== EXERCISE GOAL ==
Every line holding the string "strong" should be copied from the listing.
========
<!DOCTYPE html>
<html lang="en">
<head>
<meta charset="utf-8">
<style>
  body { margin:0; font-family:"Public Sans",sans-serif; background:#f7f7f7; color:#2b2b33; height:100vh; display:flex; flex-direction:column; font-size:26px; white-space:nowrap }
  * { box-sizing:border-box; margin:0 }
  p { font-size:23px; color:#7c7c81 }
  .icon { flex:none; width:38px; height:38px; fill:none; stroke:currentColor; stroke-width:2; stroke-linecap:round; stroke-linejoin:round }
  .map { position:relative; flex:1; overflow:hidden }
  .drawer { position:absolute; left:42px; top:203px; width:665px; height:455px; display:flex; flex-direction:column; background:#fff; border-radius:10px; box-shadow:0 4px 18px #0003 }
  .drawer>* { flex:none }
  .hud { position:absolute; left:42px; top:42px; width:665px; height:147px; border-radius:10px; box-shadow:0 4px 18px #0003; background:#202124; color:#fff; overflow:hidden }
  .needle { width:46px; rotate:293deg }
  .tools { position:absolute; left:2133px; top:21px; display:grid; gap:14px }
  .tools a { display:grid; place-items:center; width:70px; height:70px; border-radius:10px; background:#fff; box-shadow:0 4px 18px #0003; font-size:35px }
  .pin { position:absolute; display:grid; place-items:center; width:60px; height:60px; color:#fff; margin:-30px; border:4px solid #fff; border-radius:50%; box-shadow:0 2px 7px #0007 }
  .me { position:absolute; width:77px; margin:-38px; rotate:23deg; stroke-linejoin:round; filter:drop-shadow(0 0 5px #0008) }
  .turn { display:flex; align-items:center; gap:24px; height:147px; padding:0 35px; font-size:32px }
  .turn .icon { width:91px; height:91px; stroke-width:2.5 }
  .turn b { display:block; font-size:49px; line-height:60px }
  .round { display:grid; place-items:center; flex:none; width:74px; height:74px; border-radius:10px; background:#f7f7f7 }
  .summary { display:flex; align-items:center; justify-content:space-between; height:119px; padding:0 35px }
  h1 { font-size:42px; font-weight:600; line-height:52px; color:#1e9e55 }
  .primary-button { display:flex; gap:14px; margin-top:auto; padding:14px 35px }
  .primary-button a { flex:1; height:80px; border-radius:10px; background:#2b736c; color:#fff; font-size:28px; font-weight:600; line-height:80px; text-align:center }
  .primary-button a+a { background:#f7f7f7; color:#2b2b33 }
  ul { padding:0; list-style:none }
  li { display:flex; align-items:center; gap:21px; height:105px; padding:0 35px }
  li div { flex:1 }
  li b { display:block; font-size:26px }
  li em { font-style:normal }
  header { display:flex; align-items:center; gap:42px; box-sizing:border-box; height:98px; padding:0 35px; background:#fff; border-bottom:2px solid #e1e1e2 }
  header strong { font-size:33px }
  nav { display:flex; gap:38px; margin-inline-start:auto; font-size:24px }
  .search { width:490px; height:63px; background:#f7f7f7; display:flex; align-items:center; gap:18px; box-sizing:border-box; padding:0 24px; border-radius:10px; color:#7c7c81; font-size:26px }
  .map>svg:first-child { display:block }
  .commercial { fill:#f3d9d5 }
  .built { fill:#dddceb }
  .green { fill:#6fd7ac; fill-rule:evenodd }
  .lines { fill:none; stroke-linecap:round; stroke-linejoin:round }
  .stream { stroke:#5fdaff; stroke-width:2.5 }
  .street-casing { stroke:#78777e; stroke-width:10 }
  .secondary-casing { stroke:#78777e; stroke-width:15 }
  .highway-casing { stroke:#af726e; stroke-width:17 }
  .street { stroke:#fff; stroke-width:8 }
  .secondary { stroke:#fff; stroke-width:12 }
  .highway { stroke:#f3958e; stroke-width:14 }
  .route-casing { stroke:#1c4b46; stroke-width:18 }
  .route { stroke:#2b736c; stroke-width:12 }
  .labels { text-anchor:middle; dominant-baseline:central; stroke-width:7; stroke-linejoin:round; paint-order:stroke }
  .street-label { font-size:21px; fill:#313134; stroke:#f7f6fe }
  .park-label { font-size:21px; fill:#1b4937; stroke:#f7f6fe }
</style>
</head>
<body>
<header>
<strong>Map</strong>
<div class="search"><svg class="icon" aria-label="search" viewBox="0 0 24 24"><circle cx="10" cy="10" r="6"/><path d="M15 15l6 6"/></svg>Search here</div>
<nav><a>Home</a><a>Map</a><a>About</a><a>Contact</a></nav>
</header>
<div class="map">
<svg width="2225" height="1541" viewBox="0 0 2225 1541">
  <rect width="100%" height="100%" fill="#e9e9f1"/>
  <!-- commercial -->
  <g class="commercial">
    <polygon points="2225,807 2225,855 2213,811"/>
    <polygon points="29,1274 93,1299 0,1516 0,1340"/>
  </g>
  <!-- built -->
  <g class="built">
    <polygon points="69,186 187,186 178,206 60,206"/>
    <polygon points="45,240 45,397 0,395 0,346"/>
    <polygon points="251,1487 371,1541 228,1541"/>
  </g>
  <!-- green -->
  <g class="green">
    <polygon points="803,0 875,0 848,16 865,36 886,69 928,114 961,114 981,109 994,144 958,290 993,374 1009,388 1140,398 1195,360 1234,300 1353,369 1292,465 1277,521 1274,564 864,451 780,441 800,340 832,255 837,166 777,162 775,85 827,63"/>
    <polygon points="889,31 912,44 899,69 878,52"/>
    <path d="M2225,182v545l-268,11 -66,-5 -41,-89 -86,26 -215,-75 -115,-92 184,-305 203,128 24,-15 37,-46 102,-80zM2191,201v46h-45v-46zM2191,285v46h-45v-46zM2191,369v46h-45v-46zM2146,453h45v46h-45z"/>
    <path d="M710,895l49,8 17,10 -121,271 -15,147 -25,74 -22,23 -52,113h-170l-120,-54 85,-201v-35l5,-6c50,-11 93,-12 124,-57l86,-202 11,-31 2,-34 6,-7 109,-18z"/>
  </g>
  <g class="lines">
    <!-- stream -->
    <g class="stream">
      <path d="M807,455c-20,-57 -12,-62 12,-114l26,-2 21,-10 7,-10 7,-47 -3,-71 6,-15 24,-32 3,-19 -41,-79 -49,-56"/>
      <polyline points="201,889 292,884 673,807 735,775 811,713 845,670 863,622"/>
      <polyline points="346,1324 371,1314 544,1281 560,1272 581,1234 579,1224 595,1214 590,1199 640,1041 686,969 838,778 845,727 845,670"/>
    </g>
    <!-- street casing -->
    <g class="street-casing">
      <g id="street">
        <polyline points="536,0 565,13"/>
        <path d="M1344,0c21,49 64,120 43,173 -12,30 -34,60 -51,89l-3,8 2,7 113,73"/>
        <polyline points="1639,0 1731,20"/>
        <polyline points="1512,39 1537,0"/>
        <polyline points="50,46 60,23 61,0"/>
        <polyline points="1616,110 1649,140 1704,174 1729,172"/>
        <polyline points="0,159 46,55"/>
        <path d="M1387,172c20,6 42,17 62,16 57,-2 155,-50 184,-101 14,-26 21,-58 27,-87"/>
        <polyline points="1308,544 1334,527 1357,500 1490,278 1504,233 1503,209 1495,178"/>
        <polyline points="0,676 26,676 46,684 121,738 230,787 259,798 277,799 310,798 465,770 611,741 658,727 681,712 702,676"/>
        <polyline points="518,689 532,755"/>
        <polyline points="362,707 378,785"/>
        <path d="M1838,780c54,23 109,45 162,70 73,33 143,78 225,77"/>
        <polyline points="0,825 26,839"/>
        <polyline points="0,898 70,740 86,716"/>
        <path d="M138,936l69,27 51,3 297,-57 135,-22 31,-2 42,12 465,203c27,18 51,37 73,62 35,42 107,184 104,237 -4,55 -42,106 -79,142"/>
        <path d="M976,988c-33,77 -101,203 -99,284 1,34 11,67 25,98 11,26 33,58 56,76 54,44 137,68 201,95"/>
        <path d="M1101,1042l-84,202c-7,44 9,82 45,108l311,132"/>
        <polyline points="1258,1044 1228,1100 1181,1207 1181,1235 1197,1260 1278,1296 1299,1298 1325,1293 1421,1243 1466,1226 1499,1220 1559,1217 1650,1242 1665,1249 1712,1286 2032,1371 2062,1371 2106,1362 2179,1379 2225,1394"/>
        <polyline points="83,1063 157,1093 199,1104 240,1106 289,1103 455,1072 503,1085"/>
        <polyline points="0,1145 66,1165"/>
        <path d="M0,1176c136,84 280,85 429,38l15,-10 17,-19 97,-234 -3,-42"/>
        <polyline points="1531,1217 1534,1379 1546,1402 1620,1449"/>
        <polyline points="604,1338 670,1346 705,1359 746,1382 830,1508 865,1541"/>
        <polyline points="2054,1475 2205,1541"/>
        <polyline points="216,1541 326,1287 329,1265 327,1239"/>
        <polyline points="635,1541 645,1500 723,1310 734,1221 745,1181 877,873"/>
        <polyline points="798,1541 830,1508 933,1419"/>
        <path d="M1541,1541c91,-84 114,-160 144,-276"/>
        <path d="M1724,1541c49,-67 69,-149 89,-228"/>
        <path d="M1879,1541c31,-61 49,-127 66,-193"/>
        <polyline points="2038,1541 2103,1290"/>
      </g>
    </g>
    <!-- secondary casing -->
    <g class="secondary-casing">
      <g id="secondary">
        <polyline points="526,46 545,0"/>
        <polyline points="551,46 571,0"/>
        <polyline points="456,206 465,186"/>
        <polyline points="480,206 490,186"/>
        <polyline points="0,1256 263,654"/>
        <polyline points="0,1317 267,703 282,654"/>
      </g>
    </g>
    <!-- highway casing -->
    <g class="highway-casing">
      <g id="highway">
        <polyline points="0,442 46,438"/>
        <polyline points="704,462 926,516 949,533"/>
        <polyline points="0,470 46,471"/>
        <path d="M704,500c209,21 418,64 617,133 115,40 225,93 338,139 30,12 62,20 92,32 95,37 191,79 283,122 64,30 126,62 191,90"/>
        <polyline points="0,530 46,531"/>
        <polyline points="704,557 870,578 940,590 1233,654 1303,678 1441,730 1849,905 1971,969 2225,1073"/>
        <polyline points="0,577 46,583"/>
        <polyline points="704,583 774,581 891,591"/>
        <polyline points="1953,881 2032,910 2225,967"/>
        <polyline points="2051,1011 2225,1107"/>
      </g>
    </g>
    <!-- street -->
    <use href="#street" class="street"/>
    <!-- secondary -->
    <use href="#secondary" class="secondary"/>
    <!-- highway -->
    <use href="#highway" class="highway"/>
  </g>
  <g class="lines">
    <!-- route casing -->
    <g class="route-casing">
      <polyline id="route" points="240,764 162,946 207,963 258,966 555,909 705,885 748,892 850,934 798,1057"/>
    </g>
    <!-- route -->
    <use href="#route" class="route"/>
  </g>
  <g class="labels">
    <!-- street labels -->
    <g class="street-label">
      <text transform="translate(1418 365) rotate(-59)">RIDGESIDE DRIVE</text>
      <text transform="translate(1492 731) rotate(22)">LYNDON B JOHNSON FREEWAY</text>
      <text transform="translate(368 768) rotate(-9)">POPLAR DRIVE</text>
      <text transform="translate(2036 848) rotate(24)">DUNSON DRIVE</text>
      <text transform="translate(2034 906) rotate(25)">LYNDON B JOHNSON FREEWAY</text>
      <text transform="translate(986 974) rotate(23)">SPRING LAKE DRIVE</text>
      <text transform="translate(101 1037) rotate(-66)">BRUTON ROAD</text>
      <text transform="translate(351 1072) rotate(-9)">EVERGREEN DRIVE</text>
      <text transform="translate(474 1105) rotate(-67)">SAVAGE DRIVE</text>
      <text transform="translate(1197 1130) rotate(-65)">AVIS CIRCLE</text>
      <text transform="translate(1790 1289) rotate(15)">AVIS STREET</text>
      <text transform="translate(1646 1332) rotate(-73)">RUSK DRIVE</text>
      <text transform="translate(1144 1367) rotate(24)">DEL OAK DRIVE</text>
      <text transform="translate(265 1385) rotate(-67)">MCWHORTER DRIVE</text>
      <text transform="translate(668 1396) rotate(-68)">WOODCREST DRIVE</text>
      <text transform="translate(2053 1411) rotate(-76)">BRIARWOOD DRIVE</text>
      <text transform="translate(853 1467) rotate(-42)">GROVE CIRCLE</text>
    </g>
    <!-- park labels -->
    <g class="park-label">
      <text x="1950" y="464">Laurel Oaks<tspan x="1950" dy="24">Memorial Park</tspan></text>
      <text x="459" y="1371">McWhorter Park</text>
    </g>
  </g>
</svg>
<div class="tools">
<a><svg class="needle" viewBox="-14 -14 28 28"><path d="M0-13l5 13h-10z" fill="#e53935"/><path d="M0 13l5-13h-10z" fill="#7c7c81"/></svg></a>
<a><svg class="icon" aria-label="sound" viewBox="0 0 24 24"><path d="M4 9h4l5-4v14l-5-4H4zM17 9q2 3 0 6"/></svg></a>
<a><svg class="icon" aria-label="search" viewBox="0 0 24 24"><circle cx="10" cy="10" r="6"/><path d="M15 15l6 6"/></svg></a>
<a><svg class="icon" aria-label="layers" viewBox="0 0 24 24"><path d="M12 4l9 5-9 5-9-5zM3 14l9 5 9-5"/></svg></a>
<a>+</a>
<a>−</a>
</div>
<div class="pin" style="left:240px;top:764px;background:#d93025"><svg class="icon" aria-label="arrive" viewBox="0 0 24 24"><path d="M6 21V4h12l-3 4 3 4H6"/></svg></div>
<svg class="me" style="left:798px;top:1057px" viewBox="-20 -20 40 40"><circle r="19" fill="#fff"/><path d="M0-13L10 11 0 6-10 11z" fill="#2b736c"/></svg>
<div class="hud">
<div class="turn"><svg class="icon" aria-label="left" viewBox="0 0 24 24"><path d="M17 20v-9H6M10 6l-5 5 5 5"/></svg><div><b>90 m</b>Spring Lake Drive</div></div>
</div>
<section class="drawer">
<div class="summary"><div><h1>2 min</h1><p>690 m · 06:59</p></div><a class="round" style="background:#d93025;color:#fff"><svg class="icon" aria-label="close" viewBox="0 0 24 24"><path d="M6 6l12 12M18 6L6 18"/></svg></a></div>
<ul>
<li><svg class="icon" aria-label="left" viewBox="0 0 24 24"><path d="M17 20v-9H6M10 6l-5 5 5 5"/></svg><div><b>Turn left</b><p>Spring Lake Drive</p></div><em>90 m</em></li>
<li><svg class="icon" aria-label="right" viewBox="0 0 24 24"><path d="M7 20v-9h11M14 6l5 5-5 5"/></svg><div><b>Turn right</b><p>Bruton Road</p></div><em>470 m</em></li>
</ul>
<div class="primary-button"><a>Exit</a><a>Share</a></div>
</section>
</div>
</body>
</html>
========
== YOUR SOLUTION ==
  header strong { font-size:33px }
<strong>Map</strong>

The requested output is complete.